Running .writeMetadata()
will then validate meta
against the schema requirements, using the schema file that we put inside alabaster.foo.
Finally, for loading, we need to define a new load*
function for the new class that recreates the R object from the staged files.

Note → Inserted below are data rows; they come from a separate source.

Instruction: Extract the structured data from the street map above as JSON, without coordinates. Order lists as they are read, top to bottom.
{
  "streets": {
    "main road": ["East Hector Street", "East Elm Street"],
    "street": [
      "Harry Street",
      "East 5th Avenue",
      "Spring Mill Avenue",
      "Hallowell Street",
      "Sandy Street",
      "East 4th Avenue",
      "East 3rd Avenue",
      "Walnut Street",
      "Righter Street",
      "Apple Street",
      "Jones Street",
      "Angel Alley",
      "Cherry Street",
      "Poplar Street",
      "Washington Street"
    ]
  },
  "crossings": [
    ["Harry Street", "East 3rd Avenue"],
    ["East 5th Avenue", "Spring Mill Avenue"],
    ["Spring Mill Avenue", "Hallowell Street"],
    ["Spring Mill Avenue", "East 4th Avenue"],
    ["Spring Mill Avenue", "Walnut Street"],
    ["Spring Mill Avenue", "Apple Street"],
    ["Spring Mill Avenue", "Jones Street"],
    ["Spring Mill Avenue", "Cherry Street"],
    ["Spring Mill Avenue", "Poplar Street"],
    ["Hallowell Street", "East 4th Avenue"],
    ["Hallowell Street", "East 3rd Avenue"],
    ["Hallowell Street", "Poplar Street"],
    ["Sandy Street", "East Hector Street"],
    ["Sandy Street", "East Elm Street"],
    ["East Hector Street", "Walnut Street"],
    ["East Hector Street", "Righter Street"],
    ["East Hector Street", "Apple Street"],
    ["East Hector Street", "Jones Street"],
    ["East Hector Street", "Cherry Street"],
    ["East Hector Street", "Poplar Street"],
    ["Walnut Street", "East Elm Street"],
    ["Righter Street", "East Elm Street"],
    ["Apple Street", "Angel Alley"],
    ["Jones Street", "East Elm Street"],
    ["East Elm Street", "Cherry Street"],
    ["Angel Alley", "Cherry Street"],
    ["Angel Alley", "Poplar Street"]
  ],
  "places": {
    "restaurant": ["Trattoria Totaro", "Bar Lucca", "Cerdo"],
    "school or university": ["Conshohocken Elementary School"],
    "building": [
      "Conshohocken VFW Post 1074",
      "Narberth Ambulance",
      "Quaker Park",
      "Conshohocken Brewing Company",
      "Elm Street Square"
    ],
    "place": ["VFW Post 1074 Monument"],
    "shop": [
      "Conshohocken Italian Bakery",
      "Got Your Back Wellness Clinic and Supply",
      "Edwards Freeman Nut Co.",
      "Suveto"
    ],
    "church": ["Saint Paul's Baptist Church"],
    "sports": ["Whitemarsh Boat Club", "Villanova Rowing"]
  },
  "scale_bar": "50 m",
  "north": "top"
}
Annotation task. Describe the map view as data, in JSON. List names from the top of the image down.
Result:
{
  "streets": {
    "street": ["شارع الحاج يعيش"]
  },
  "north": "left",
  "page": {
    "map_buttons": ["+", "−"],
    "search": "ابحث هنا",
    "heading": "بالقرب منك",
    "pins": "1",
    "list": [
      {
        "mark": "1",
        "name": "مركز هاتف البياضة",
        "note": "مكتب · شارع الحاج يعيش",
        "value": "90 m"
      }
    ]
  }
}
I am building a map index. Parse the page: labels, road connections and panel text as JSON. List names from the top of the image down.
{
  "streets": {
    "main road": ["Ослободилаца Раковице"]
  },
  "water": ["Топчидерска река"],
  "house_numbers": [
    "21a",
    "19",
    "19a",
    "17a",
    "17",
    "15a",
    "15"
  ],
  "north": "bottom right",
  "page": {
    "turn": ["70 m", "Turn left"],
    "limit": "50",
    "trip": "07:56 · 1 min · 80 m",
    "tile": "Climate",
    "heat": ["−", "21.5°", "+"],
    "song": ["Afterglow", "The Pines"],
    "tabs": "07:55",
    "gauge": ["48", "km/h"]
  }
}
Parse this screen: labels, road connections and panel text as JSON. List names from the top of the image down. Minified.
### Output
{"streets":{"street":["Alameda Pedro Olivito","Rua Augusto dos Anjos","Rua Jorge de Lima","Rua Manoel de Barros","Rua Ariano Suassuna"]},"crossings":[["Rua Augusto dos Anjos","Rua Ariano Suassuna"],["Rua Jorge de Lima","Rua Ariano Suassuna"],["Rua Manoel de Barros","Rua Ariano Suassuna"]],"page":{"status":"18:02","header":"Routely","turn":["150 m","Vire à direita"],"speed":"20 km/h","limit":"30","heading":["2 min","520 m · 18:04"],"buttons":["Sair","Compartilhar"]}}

In this case, it’s fairly simple:
loadSparseTripletMatrix <- function(info, project) {
# Need to get the file path.
path <- acquireFile(project, info$path)
# This utility will check that the CSV is correctly formatted,
# which is more stringent than read.csv.
df <- .quickReadCsv(path,
expected.columns=c(i="integer", j="integer", x="double"),
expected.nrows=info$sparse_triplet_matrix$num_elements,
compression=info$sparse_triplet_matrix$compression,
row.names=FALSE
)
# Constructor uses 1-based indices.
sparseMatrix(
i=df$i + 1L,
j=df$j + 1L,
x=df$x,
dims=info$array$dimensions,
repr="T"
)
}
Let’s try it out with our previously staged dgTMatrix
:
loadSparseTripletMatrix(meta, tmp)
## 10 x 10 sparse Matrix of class "dgTMatrix"
##
## [1,] . . 0.4660350 . . . . . . .
## [2,] . . . . . 0.7813227 . . . .
## [3,] 0.273472 . . . . . . . . .
## [4,] . . . . . . . . . .
## [5,] . . 0.7579172 . . . . . . .
## [6,] . . . . . . . 0.521723 . .
## [7,] . . . . . . . . . .
## [8,] . . . . . . . . . .
## [9,] . . . . . . . . . .
## [10,] . . . . . . . . . .
To register this method with alabaster.base, alabaster.foo should add itself to the known schema locations upon load:
# Typically in zzz.R.
.onLoad <- function(libname, pkgname) {
existing <- options("alabaster.schema.locations")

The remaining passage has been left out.